Pacem in terris |
57 Il sentimento di universale paternità che il Signore ha acceso nel nostro animo, ci fa sentire profonda amarezza nel considerare il fenomeno dei profughi politici: fenomeno che ha assunto proporzioni ampie e che nasconde sempre innumerevoli e acutissime sofferenze.
Esso sta purtroppo a indicare come vi sono regimi politici che non assicurano alle singole persone una sufficiente sfera di libertà, entro cui al loro spirito sia consentito respirare con ritmo umano; anzi in quei regimi è messa in discussione o addirittura misconosciuta la legittimità della stessa esistenza di quella sfera.
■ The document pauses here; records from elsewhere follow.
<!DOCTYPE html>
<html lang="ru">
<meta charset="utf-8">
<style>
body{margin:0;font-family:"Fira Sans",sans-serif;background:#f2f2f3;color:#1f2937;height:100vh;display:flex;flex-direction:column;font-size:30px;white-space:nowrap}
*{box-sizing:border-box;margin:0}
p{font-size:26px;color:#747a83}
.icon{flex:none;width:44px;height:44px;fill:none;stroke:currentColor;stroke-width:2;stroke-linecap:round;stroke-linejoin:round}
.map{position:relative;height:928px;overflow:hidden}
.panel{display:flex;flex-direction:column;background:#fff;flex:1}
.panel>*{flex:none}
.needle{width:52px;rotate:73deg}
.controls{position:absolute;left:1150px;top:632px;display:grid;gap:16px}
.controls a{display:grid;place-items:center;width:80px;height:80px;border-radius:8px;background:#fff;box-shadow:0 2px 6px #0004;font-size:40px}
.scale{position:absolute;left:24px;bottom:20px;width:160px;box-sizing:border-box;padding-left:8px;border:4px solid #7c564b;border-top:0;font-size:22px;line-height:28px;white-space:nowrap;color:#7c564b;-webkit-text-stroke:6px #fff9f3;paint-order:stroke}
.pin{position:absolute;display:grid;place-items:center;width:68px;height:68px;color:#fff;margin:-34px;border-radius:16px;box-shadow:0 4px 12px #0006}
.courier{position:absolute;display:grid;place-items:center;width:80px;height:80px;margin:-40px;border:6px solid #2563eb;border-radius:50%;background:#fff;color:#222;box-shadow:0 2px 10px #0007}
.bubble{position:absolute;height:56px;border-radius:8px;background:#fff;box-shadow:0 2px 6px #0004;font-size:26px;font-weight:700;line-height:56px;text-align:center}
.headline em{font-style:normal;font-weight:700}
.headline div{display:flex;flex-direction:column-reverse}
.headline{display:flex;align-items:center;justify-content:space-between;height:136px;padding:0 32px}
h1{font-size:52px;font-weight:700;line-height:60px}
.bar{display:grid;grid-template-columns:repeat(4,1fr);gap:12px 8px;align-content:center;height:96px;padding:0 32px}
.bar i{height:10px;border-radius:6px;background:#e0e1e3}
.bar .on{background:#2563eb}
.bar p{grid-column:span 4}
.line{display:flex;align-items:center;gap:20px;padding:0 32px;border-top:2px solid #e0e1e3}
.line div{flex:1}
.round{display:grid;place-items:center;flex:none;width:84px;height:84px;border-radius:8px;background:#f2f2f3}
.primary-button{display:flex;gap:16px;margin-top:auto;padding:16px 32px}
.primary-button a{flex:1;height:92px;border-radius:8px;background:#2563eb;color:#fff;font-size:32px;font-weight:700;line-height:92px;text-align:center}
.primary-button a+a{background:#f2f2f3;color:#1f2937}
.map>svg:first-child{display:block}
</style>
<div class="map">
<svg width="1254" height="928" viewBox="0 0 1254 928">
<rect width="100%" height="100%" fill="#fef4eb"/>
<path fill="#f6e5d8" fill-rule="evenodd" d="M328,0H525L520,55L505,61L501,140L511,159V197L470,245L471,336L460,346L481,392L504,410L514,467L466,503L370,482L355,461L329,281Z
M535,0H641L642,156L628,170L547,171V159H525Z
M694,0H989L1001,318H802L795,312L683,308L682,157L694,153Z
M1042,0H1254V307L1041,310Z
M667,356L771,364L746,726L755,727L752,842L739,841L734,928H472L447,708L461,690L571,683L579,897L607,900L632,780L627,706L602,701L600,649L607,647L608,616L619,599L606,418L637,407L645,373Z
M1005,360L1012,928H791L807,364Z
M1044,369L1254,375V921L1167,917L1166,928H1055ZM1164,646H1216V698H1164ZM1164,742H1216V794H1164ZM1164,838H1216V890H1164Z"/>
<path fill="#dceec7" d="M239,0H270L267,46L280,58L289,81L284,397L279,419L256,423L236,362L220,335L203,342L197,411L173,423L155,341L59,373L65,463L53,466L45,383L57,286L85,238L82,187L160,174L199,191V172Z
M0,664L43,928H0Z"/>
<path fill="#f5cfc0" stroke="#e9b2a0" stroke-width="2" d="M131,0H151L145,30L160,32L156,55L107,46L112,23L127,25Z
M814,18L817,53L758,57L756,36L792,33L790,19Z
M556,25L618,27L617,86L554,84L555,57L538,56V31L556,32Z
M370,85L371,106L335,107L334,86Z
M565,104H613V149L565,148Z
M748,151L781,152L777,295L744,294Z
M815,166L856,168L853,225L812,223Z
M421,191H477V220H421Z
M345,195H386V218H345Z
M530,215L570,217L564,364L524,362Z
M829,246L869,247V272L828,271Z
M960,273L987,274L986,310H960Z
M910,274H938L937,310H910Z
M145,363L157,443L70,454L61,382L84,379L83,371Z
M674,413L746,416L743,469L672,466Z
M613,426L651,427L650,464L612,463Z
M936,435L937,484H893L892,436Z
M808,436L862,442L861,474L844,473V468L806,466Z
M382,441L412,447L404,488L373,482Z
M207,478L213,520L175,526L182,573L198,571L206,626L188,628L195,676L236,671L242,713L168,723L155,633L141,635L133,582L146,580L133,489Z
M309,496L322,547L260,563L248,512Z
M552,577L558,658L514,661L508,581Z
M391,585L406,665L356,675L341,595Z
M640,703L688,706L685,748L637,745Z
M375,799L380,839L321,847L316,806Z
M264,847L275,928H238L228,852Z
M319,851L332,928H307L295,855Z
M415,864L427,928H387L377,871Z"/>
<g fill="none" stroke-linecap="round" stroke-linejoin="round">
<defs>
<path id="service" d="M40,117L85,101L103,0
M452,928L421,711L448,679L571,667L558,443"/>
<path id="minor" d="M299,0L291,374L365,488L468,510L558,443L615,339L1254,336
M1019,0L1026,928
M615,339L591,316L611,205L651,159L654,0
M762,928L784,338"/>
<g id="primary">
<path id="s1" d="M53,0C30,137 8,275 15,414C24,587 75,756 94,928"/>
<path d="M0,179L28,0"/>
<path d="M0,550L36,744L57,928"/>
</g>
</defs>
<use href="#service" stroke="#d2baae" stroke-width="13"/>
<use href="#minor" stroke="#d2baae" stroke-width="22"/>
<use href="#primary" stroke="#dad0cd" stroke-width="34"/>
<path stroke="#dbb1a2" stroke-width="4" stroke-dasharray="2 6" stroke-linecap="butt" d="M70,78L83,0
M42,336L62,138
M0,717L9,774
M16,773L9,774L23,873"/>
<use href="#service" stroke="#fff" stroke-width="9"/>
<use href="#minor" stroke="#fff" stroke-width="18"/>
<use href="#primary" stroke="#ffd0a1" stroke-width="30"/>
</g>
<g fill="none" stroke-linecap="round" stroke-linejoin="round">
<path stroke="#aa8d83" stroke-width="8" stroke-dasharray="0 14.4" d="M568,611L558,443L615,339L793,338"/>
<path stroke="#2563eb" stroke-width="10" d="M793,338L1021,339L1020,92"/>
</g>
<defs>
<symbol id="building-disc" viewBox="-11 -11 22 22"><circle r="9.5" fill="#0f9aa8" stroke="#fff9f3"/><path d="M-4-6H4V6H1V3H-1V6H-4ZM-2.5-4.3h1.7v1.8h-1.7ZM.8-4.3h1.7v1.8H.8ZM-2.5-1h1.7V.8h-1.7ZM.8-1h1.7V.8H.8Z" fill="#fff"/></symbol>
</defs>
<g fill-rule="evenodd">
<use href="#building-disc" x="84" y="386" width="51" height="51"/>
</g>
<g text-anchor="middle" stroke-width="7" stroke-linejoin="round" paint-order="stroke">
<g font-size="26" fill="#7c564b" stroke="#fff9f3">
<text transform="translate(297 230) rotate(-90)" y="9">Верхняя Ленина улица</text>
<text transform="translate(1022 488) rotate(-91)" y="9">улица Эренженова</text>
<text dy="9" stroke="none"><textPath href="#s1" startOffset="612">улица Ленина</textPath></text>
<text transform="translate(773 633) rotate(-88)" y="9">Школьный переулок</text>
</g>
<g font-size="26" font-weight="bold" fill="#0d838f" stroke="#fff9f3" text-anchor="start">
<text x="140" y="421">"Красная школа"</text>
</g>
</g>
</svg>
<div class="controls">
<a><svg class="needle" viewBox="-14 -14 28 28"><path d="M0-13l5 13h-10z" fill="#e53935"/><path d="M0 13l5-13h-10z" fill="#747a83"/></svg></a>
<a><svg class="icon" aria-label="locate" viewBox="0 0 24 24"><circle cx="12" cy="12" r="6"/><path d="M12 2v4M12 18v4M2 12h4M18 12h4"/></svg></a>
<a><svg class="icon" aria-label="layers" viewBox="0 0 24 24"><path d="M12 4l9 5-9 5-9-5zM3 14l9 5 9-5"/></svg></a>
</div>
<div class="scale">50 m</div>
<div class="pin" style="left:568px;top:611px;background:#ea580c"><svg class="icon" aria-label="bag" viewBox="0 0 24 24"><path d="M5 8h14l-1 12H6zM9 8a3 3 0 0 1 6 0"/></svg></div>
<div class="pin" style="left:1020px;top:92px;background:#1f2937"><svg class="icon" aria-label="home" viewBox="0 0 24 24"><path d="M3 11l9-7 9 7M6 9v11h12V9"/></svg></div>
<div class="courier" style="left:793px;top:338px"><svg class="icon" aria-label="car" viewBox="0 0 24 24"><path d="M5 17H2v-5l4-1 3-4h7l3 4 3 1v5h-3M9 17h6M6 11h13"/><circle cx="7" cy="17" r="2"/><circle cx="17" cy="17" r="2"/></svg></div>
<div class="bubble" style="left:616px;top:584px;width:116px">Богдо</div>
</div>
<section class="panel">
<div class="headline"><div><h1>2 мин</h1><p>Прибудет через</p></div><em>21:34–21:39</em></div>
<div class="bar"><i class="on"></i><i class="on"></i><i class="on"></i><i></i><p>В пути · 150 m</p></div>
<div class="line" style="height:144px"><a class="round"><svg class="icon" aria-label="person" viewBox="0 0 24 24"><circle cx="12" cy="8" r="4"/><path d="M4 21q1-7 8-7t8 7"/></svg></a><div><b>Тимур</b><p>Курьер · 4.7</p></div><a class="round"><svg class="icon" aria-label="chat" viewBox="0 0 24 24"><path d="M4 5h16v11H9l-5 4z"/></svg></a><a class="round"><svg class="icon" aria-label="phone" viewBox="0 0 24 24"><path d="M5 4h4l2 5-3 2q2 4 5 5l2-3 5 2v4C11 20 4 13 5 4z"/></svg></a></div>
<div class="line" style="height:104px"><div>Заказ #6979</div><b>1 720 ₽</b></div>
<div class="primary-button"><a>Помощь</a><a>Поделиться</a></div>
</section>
Ciò, non v'è dubbio, rappresenta una radicale inversione nell'ordine della convivenza, giacché la ragione di essere dei poteri pubblici è quella di attuare il bene comune, di cui elemento fondamentale è riconoscere quella sfera di libertà e assicurarne l'immunità.
Non è superfluo ricordare che i profughi politici sono persone; e che a loro vanno riconosciuti tutti i diritti inerenti alla persona: diritti che non vengono meno quando essi siano stati privati della cittadinanza nelle comunità politiche di cui erano membri.
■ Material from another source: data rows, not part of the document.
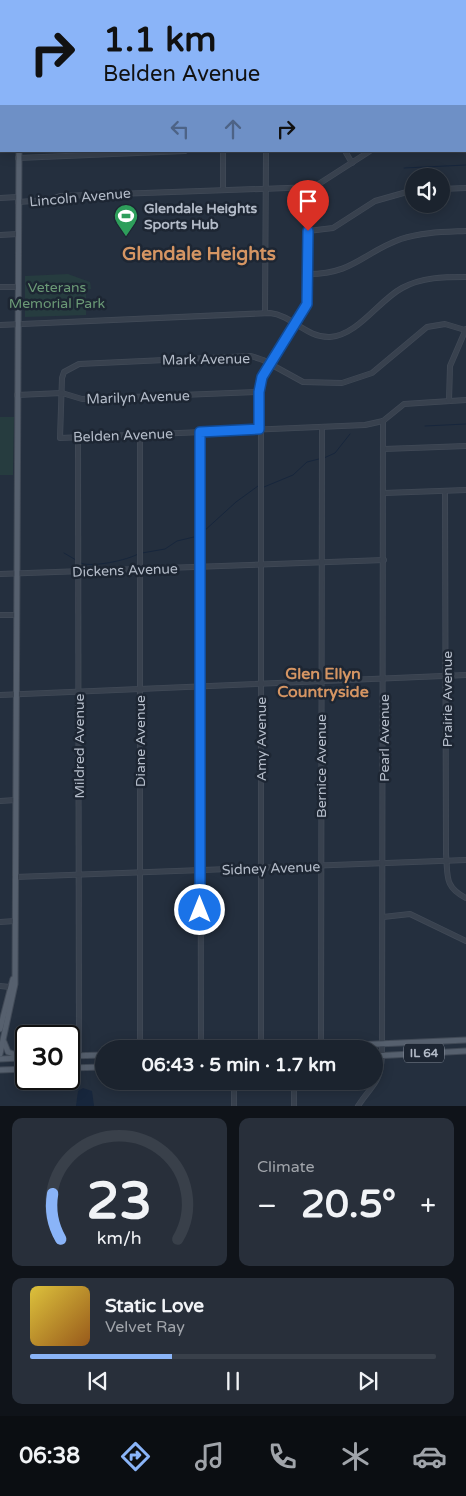 <!DOCTYPE html>
<meta charset="utf-8">
<style>
body{margin:0;font-family:"Varela Round",sans-serif;background:#282f3a;color:#f1f3f6;height:100vh;display:flex;flex-direction:column;font-size:19px;white-space:nowrap}
*{box-sizing:border-box;margin:0}
p{font-size:16px;color:#a0a4aa}
.icon{flex:none;width:28px;height:28px;fill:none;stroke:currentColor;stroke-width:2;stroke-linecap:round;stroke-linejoin:round}
.map{position:relative;height:1106px;overflow:hidden}
.panel{display:flex;flex-direction:column;gap:12px;padding:12px;background:#0f1319;flex:1}
.panel>*{flex:none}
.guide{position:absolute;left:0px;top:0px;width:466px;height:152px;box-shadow:0 2px 12px #0003,0 0 0 1px #39404a;background:#8ab4f8;color:#111;overflow:hidden}
.tools{position:absolute;left:405px;top:168px;display:grid;gap:10px}
.tools a{display:grid;place-items:center;width:45px;height:45px;border-radius:50%;background:#1b232e;box-shadow:0 2px 12px #0003,0 0 0 1px #39404a;font-size:25px}
.speed{position:absolute;left:15px;top:1025px;display:flex;gap:10px;font-size:25px;font-weight:700;text-align:center}
.speed>*{display:grid;place-content:center;width:65px;height:65px;border-radius:50%;background:#1b232e;box-shadow:0 2px 12px #0003,0 0 0 1px #39404a;line-height:1}
.speed .limit{border:2px solid #111;border-radius:8px;background:#fff;color:#111}
.pin{position:absolute;display:grid;place-items:center;width:42px;height:42px;color:#fff;margin:-51px -21px;border-radius:50% 50% 50% 0;rotate:-45deg;box-shadow:0 0 5px #0007}
.pin .icon{rotate:45deg}
.me{position:absolute;width:55px;margin:-28px;rotate:0deg;stroke-linejoin:round;filter:drop-shadow(0 0 4px #0008)}
.turn{display:flex;align-items:center;gap:18px;height:105px;padding:0 20px;font-size:22px}
.turn .icon{width:65px;height:65px;stroke-width:2.5}
.turn b{display:block;font-size:35px;line-height:42px}
.lanes{display:flex;align-items:center;height:48px;padding:0 20px;background:#0003;justify-content:center;gap:25px;direction:ltr}
.lanes .off{opacity:.35}
.big{font-size:38px;font-weight:800;line-height:1.1}
.panel .widget{flex:1;display:flex;flex-direction:column;justify-content:center;gap:8px;min-width:0;padding:0 18px;border-radius:10px;background:#282f3a}
.panel .dial{align-items:center;gap:0}
.dial svg{height:130px;overflow:visible;fill:none;stroke:#39404a;stroke-width:7;stroke-linecap:round;text-anchor:middle}
.dial text{fill:#f1f3f6;stroke:none}
.song{display:flex;align-items:center;gap:15px}
.cover{width:60px;height:60px;border-radius:8px;background:linear-gradient(135deg,hsl(50 70% 55%),hsl(30 70% 35%))}
.played{height:5px;border-radius:2px;background:linear-gradient(90deg,#8ab4f8 35%,#39404a 35%)}
.keys{display:flex;justify-content:space-around;direction:ltr}
.heat{display:flex;justify-content:space-between;align-items:center;font-size:28px;direction:ltr}
.panel .tiles{flex:1;display:grid;gap:12px;grid-template-columns:1fr 1fr}
.widget:last-child{grid-column:span 2}
.trip{position:absolute;left:95px;top:1040px;width:288px;height:50px;border-radius:25px;background:#1b232e;box-shadow:0 2px 12px #0003,0 0 0 1px #39404a;font-weight:800;line-height:50px;text-align:center}
.tabs{display:flex;height:80px;justify-content:space-around;align-items:center;background:#0b0e12;color:#a0a4aa}
.tabs .icon{width:35px;height:35px}
.tabs .current{color:#8ab4f8}
.tabs b{font-size:22px;color:#f1f3f6}
.map>svg:first-child{display:block}
.green{fill:#263c3f}
.water{fill:#17263c}
.lines{fill:none;stroke-linecap:round;stroke-linejoin:round}
.stream{stroke:#17263c;stroke-width:1}
.minor-casing{stroke:#414a57;stroke-width:6}
.major-casing{stroke:#414a57;stroke-width:7}
.minor{stroke:#38414e;stroke-width:4.5}
.major{stroke:#56606e;stroke-width:5}
.route-casing{stroke:#114b97;stroke-width:12}
.route{stroke:#1a73e8;stroke-width:9}
.labels{text-anchor:middle;stroke-width:5;stroke-linejoin:round;paint-order:stroke}
.shield{fill:#1d2633;stroke:#878f9c;stroke-width:1}
.shield-label{font-size:12px;font-weight:bold;fill:#b4bcc9}
.street-label{font-size:14px;fill:#b4bcc9;stroke:#1d2633}
.poi-label{font-size:14px;font-weight:bold;fill:#b4bcc9;stroke:#1d2633;text-anchor:start}
.park-label{font-size:14px;fill:#6b9a76;stroke:#1d2633}
.quarter-label{font-size:16px;font-weight:bold;fill:#d59563;stroke:#1d2633}
.district-label{font-size:19px;font-weight:bold;fill:#d59563;stroke:#1d2633}
</style>
<div class="map">
<svg width="466" height="1106" viewBox="0 0 466 1106">
<rect width="100%" height="100%" fill="#242f3e"/>
<g class="green">
<path d="M68,274l22,8 1,7 -5,1v25l-61,2v-41z"/>
<path d="M0,417h14l-1,58h-13z"/>
</g>
<path class="water" d="M83,1088l9,3 2,15h-18l2,-15z"/>
<g class="lines">
<g class="stream">
<path d="M404,168l62,-3"/>
<path d="M425,426l41,-2"/>
<path d="M324,458l11,-5 15,-19"/>
<path d="M264,487l29,-12 14,-13 12,-3"/>
<path d="M203,532l33,-30 22,-16"/>
<path d="M64,553l12,7"/>
<path d="M142,553l23,-4 12,-8 21,-5"/>
<path d="M81,563c10,5 47,-3 57,-9"/>
</g>
<g class="minor-casing">
<g id="minor">
<path d="M87,0v1"/>
<path d="M129,0v1"/>
<path d="M426,0l2,1"/>
<path d="M180,1v-1"/>
<path d="M309,1l1,-1"/>
<path d="M0,14h1"/>
<path d="M465,18l1,1"/>
<path d="M0,53h1"/>
<path d="M0,100h1"/>
<path d="M465,100h1"/>
<path d="M0,138l1,-1"/>
<path d="M465,142h1"/>
<path d="M345,151l7,12"/>
<path d="M18,158l167,-7"/>
<path d="M223,189v-38"/>
<path d="M441,189l25,-1"/>
<path d="M0,198l18,-1"/>
<path d="M18,202l29,-2 14,-4 253,-9 56,-36"/>
<path d="M308,231l25,-3 42,-27 39,-11"/>
<path d="M0,235l18,-1"/>
<path d="M308,274c46,0 54,-21 93,-35 21,-7 43,-7 65,-8"/>
<path d="M0,287h18"/>
<path d="M265,313l1,-162"/>
<path d="M0,325l270,-12c22,2 36,25 60,24 28,-2 48,-36 72,-49 20,-11 42,-11 64,-11"/>
<path d="M465,330l-20,-6 -18,3 -55,46 -30,10 -39,-1 -40,-22 -12,-4 -172,8 -15,8 -2,6 -2,60 305,-13 18,-4 21,-17 62,-4"/>
<path d="M17,395l45,-2 20,6 177,-7"/>
<path d="M449,401l1,-35 16,-37"/>
<path d="M259,429v-37l3,-15 42,-65 3,-8 2,-117"/>
<path d="M200,432l1,617"/>
<path d="M78,437l1,619"/>
<path d="M384,449l82,-3"/>
<path d="M445,491l1,363c2,22 -2,33 20,44"/>
<path d="M384,493l82,-3"/>
<path d="M0,574l384,-14"/>
<path d="M0,615h16"/>
<path d="M0,695l466,-20"/>
<path d="M0,801l16,-1"/>
<path d="M15,877l451,-17"/>
<path d="M383,917l27,-3 56,27"/>
<path d="M0,922l15,-1"/>
<path d="M0,986l10,1"/>
<path d="M321,1046l1,-619"/>
<path d="M140,1049v-615"/>
<path d="M261,1049v-620"/>
<path d="M234,1106v-25"/>
<path d="M294,1106v-25"/>
<path d="M358,1106c14,-22 22,-21 24,-50l1,-635"/>
</g>
</g>
<g class="major-casing">
<g id="major">
<path d="M19,1v-1"/>
<path d="M0,1029l13,-50"/>
<path d="M4,1042l4,10 16,6"/>
<path d="M267,1049l199,-9"/>
<path d="M0,1054l15,-70 4,-833"/>
<path d="M69,1056l35,-1"/>
<path d="M374,1056l92,-5"/>
<path d="M0,1059l21,-1"/>
<path d="M69,1068l35,-1"/>
<path d="M0,1070l26,-1"/>
</g>
</g>
<use href="#minor" class="minor"/>
<use href="#major" class="major"/>
</g>
<g class="lines">
<g class="route-casing">
<path id="route" d="M200,910v-478l59,-3v-37l3,-15 45,-73 1,-73"/>
</g>
<use href="#route" class="route"/>
</g>
<defs>
<g id="stadium-pin" transform="scale(1.25)"><path d="M0 17L-7.5 6A9.5 9.5 0 1 1 7.5 6Z" fill="#2e9e5b" stroke="#1d2633"/><path d="M0-5a6.5 5 0 1 0 0 10a6.5 5 0 1 0 0-10ZM-3.5-1.8h7v3.6h-7Z" fill="#fff"/></g>
</defs>
<g fill-rule="evenodd">
<use href="#stadium-pin" x="126" y="216"/>
</g>
<g class="labels">
<rect class="shield" x="404" y="1043.5" width="40" height="19" rx="4"/>
<g class="shield-label">
<text x="424" y="1057">IL 64</text>
</g>
<g class="street-label">
<text transform="translate(80 197) rotate(-5)" y="5">Lincoln Avenue</text>
<text transform="translate(206 359) rotate(-1)" y="5">Mark Avenue</text>
<text transform="translate(138 397) rotate(-2)" y="5">Marilyn Avenue</text>
<text transform="translate(123 435) rotate(-2)" y="5">Belden Avenue</text>
<text transform="translate(125 570) rotate(-2)" y="5">Dickens Avenue</text>
<text transform="translate(447 699) rotate(-90)" y="5">Prairie Avenue</text>
<text transform="translate(384 738) rotate(-90)" y="5">Pearl Avenue</text>
<text transform="translate(261 739) rotate(-90)" y="5">Amy Avenue</text>
<text transform="translate(140 741) rotate(-90)" y="5">Diane Avenue</text>
<text transform="translate(79 746) rotate(-90)" y="5">Mildred Avenue</text>
<text transform="translate(321 766) rotate(-90)" y="5">Bernice Avenue</text>
<text transform="translate(271 868) rotate(-2)" y="5">Sidney Avenue</text>
</g>
<g class="poi-label">
<text x="144" y="213">Glendale Heights<tspan x="144" dy="16">Sports Hub</tspan></text>
</g>
<g class="park-label">
<text x="57" y="292">Veterans<tspan x="57" dy="16">Memorial Park</tspan></text>
</g>
<g class="quarter-label">
<text x="323" y="679">Glen Ellyn<tspan x="323" dy="18">Countryside</tspan></text>
</g>
<g class="district-label">
<text x="199" y="260">Glendale Heights</text>
</g>
</g>
</svg>
<div class="tools">
<a><svg class="icon" aria-label="sound" viewBox="0 0 24 24"><path d="M4 9h4l5-4v14l-5-4H4zM17 9q2 3 0 6"/></svg></a>
</div>
<div class="speed"><div class="limit">30</div></div>
<div class="pin" style="left:308px;top:231px;background:#d93025"><svg class="icon" aria-label="arrive" viewBox="0 0 24 24"><path d="M6 21V4h12l-3 4 3 4H6"/></svg></div>
<svg class="me" style="left:200px;top:910px" viewBox="-20 -20 40 40"><circle r="17" fill="#1a73e8" stroke="#fff" stroke-width="3"/><path d="M0-11L8 9 0 5-8 9z" fill="#fff"/></svg>
<div class="trip">06:43 · 5 min · 1.7 km</div>
<div class="guide">
<div class="turn"><svg class="icon" aria-label="right" viewBox="0 0 24 24"><path d="M7 20v-9h11M14 6l5 5-5 5"/></svg><div><b>1.1 km</b>Belden Avenue</div></div>
<div class="lanes"><svg class="icon off" aria-label="left" viewBox="0 0 24 24"><path d="M17 20v-9H6M10 6l-5 5 5 5"/></svg><svg class="icon off" aria-label="ahead" viewBox="0 0 24 24"><path d="M12 20V5M6 11l6-6 6 6"/></svg><svg class="icon" aria-label="right" viewBox="0 0 24 24"><path d="M7 20v-9h11M14 6l5 5-5 5"/></svg></div>
</div>
</div>
<section class="panel">
<div class="tiles">
<div class="widget dial"><svg viewBox="0 0 100 80">
<path d="M14 69A42 42 0 1 1 86 69"/>
<path d="M14 69A42 42 0 0 1 9 41" stroke="#8ab4f8"/>
<text x="50" y="56" font-size="32" font-weight="700">23</text>
<text x="50" y="72" font-size="11">km/h</text>
</svg></div>
<div class="widget"><p>Climate</p>
<div class="heat"><a>−</a><b class="big">20.5°</b><a>+</a></div>
</div>
<div class="widget">
<div class="song"><i class="cover"></i><div><b>Static Love</b><p>Velvet Ray</p></div></div>
<div class="played"></div>
<div class="keys"><svg class="icon" aria-label="previous" viewBox="0 0 24 24"><path d="M18 5L8 12l10 7zM5 5v14"/></svg><svg class="icon" aria-label="pause" viewBox="0 0 24 24"><path d="M8 5v14M16 5v14"/></svg><svg class="icon" aria-label="next" viewBox="0 0 24 24"><path d="M6 5l10 7-10 7zM19 5v14"/></svg></div>
</div>
</div>
</section>
<nav class="tabs">
<b>06:38</b>
<svg class="icon current" aria-label="directions" viewBox="0 0 24 24"><path d="M12 3l9 9-9 9-9-9zM9 14v-3h6M13 9l2 2-2 2"/></svg>
<svg class="icon" aria-label="music" viewBox="0 0 24 24"><path d="M9 18V5l10-2v13"/><circle cx="6" cy="18" r="3"/><circle cx="16" cy="16" r="3"/></svg>
<svg class="icon" aria-label="phone" viewBox="0 0 24 24"><path d="M5 4h4l2 5-3 2q2 4 5 5l2-3 5 2v4C11 20 4 13 5 4z"/></svg>
<svg class="icon" aria-label="climate" viewBox="0 0 24 24"><path d="M12 3v18M4 7l16 10M4 17L20 7"/></svg>
<svg class="icon" aria-label="car" viewBox="0 0 24 24"><path d="M5 17H2v-5l4-1 3-4h7l3 4 3 1v5h-3M9 17h6M6 11h13"/><circle cx="7" cy="17" r="2"/><circle cx="17" cy="17" r="2"/></svg>
</nav>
Fra i diritti inerenti alla persona vi è pure quello di inserirsi nella comunità politica in cui si ritiene di potersi creare un avvenire per sé e per la propria famiglia; di conseguenza quella comunità politica, nei limiti consentiti dal bene comune rettamente inteso, ha il dovere di permettere quell'inserimento, come pure di favorire l'integrazione in se stessa delle nuove membra.
58 Siamo lieti di cogliere l'occasione per esprimere il nostro sincero apprezzamento per tutte le iniziative suscitate e promosse dalla solidarietà umana e dall'amore cristiano allo scopo di rendere meno doloroso il trapianto di persone da un corpo sociale ad un altro.
E ci sia pure consentito di segnalare all'attenzione e alla gratitudine di ogni animo retto la multiforme opera che in un campo tanto delicato svolgono istituzioni internazionali specializzate.